Author:
Farag Wael,Nadeem Muhammad
Abstract
Road-object detection, recognition, and tracking are vital tasks that must be performed reliably and accurately by self-driving car systems in order to achieve the automation/autonomy goal. Other vehicles are one of the main objects that the egocar must accurately detect and track on the road. However, deep-learning approaches proved their effectiveness at the expense of very demanding computational power and low throughput. They must be deployed on expensive CPUs and GPUs. Thus, in this work, a lightweight vehicle detection and tracking technique (LWVDT) is suggested to fit low-cost CPUs without sacrificing robustness, speed, or comprehension.

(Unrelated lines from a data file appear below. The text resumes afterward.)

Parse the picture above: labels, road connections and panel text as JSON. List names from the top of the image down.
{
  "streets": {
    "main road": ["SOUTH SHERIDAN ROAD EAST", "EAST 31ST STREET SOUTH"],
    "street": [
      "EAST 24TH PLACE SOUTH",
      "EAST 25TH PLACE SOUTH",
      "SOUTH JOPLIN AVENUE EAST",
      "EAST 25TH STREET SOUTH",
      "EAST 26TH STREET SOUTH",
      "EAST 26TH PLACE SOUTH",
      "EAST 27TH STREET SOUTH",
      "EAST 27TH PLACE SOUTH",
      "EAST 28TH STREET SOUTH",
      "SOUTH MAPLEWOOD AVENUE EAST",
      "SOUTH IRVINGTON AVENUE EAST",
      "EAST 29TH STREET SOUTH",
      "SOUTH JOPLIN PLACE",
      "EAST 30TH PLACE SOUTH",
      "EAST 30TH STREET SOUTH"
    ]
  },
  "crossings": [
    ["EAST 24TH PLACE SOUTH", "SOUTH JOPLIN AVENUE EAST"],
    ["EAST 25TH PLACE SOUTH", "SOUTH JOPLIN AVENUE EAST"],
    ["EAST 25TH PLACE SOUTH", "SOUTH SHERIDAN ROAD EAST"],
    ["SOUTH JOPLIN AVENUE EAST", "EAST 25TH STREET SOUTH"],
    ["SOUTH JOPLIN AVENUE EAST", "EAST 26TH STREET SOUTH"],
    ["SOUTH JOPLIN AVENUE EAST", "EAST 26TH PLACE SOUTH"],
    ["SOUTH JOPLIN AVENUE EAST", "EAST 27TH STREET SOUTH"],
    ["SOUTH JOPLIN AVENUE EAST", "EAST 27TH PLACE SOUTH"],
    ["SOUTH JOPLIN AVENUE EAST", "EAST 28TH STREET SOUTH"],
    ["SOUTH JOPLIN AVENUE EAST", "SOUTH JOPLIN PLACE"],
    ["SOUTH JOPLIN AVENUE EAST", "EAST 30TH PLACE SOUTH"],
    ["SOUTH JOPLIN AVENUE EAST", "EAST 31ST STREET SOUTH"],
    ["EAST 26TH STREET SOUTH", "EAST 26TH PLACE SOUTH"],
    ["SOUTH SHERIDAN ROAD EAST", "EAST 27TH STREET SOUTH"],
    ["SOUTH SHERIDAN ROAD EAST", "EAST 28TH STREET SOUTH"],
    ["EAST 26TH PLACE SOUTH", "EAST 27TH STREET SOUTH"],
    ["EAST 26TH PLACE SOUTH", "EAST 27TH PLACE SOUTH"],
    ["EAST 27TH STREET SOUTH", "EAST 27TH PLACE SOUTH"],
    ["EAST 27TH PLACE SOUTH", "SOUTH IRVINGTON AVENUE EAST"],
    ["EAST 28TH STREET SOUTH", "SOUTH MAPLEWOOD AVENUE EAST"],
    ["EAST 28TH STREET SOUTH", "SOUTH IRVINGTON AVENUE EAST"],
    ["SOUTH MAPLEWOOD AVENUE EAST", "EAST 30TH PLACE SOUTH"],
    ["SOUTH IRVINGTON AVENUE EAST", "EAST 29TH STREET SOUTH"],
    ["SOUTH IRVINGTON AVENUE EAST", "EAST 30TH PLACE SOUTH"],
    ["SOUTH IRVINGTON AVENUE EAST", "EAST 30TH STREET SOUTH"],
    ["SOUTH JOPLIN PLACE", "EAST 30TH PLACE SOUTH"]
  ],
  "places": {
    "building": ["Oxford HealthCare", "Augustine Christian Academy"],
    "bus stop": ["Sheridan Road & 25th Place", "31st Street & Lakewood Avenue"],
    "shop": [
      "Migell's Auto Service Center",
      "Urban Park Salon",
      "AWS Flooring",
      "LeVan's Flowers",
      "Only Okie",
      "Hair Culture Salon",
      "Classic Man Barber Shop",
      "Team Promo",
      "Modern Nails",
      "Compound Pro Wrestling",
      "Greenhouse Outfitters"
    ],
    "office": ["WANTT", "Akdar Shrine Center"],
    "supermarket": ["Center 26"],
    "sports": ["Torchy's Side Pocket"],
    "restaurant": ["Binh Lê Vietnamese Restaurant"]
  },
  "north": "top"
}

The LWVDT is suitable for deployment in both advanced driving assistance systems (ADAS) functions and autonomous-car subsystems. The implementation is a sequence of computer-vision techniques fused together and merged with machine-learning procedures to strengthen each other and streamline execution. The algorithm details and their execution are revealed in detail. The LWVDT processes raw RGB camera pictures to generate vehicle boundary boxes and tracks them from frame to frame. The performance of the proposed pipeline is assessed using real road camera images and video recordings under different circumstances and lighting/shading conditions. Moreover, it is also tested against the well-known KITTI database, achieving an average accuracy of 87%.